Task details: The word to find is "hidden". State how many lines below contain it, giving only the number.

Source records:
------------

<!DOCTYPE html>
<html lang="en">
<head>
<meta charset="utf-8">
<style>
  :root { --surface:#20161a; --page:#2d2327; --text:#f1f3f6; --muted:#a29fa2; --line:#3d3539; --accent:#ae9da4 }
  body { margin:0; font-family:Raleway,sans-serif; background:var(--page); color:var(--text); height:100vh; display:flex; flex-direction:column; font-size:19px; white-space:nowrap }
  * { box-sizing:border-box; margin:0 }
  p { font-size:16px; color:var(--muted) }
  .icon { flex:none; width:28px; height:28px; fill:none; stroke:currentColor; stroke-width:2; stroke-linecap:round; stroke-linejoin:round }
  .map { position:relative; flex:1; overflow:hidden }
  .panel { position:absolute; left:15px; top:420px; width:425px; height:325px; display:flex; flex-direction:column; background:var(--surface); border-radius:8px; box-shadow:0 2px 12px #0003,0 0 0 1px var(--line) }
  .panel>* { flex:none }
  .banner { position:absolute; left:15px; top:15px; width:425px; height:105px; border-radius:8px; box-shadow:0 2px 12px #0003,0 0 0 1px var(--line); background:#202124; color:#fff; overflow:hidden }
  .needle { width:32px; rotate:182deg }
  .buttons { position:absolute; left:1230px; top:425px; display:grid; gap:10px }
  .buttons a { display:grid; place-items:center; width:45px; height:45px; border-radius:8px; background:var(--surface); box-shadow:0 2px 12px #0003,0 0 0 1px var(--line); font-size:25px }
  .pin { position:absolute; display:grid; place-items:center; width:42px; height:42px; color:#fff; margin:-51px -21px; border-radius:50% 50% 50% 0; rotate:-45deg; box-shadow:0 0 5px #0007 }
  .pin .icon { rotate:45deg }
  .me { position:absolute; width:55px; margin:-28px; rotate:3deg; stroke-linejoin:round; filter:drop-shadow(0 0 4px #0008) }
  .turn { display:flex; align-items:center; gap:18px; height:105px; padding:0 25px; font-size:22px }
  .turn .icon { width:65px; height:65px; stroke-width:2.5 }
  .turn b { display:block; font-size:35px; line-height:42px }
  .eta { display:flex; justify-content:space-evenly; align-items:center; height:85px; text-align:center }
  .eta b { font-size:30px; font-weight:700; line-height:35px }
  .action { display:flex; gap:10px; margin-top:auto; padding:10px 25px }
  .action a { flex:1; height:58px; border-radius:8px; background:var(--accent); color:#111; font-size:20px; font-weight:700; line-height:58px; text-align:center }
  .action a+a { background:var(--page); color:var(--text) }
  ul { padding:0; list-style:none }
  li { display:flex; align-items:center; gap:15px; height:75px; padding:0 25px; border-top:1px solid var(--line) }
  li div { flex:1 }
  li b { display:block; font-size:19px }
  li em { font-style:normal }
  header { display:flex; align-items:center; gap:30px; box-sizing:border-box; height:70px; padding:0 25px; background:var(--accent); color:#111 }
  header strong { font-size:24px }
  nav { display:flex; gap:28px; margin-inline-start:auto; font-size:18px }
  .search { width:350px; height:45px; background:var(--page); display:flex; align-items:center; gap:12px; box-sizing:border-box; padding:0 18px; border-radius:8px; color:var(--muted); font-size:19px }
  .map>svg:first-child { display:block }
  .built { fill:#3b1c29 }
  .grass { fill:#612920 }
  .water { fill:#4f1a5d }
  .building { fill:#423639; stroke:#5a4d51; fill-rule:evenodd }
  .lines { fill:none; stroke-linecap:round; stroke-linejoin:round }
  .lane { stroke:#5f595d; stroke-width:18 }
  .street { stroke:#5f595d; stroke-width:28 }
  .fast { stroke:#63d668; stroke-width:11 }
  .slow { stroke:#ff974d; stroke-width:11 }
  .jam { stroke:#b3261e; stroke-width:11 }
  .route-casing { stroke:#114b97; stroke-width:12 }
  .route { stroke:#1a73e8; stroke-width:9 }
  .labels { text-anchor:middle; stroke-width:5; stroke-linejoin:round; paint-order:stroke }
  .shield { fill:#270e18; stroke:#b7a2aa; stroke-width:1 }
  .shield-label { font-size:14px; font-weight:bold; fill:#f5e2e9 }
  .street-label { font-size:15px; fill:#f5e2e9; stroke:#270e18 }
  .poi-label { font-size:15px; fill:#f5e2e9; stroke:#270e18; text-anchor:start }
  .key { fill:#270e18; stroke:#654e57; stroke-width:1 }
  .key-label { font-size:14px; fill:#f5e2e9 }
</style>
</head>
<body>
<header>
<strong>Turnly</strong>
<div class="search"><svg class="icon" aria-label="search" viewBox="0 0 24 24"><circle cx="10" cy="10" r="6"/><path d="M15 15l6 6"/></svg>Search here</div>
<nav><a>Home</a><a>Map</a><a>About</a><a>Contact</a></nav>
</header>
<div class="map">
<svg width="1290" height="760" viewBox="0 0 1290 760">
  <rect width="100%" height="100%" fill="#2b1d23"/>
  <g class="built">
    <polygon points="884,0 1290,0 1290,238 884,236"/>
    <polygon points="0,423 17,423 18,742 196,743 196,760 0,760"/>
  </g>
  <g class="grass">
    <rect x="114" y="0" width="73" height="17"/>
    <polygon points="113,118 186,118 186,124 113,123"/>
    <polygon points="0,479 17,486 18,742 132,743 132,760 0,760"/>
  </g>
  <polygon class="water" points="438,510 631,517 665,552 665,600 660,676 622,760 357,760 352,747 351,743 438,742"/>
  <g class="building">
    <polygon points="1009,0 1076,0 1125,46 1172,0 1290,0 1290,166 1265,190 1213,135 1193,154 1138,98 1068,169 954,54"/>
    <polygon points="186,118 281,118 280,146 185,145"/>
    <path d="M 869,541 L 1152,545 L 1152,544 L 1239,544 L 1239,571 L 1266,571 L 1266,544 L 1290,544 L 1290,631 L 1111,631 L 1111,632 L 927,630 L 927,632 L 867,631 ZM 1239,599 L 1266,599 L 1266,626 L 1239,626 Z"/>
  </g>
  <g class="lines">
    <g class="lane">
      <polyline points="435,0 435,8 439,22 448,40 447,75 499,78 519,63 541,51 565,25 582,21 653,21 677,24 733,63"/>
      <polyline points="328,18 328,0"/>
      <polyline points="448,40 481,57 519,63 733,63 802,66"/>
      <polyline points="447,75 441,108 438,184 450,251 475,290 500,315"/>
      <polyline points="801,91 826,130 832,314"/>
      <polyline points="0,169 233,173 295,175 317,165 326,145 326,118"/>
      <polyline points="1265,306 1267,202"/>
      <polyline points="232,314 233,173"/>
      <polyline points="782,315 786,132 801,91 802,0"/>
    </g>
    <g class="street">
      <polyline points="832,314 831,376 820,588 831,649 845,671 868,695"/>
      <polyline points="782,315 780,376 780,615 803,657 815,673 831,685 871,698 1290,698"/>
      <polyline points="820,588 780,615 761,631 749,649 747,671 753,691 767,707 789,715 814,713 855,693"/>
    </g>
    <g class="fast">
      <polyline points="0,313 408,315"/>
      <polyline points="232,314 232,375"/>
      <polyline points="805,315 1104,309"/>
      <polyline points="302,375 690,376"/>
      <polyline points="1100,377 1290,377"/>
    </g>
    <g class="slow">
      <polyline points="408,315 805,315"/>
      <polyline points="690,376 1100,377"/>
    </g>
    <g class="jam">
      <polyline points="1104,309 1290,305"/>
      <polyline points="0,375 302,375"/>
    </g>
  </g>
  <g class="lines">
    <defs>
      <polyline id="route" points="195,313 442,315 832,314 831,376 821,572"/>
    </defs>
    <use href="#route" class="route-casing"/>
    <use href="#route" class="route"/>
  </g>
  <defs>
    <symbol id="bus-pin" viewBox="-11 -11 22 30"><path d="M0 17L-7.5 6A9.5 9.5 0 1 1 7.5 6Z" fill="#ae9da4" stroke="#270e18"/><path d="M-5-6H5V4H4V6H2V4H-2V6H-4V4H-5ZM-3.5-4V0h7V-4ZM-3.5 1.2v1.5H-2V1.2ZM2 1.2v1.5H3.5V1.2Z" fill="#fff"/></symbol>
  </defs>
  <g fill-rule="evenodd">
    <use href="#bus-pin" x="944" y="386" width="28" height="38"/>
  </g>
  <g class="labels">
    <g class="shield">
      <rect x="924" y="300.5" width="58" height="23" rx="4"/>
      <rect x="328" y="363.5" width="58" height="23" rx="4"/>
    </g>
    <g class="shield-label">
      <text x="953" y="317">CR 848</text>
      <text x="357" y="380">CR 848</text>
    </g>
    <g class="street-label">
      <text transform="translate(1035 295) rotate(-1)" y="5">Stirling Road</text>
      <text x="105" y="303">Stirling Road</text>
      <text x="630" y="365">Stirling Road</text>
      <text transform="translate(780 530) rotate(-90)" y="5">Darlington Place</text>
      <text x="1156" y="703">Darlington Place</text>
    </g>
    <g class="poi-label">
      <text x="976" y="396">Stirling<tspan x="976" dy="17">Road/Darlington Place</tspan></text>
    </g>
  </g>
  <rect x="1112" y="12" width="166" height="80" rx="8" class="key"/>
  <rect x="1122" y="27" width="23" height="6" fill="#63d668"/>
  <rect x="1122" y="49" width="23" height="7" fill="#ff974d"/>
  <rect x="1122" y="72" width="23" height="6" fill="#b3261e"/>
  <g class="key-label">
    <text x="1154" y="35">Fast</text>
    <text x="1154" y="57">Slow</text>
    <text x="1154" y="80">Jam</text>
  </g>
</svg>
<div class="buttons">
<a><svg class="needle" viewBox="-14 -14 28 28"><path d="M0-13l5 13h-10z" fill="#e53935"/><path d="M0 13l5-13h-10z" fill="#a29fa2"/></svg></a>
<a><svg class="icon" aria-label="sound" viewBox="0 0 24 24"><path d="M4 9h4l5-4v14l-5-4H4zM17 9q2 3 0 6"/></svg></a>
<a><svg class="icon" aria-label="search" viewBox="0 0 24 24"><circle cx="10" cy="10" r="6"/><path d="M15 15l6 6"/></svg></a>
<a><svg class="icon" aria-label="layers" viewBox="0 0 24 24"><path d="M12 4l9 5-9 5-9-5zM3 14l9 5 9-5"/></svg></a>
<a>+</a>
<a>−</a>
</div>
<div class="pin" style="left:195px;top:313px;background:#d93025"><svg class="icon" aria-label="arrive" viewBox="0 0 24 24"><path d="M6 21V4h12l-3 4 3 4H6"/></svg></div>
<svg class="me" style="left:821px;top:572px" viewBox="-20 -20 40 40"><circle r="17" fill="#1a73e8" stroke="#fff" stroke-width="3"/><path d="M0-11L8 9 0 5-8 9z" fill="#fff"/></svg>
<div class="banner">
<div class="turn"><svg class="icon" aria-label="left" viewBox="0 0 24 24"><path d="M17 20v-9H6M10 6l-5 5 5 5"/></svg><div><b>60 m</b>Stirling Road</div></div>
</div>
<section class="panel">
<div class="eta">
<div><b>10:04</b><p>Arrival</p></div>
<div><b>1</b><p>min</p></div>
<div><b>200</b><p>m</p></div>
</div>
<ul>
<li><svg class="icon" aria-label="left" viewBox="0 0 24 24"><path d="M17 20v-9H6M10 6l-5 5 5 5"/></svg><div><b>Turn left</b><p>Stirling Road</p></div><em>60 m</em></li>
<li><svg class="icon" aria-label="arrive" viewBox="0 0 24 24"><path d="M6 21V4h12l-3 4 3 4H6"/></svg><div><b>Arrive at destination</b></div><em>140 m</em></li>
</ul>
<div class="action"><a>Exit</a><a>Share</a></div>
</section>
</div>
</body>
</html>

------------

Written answer: 2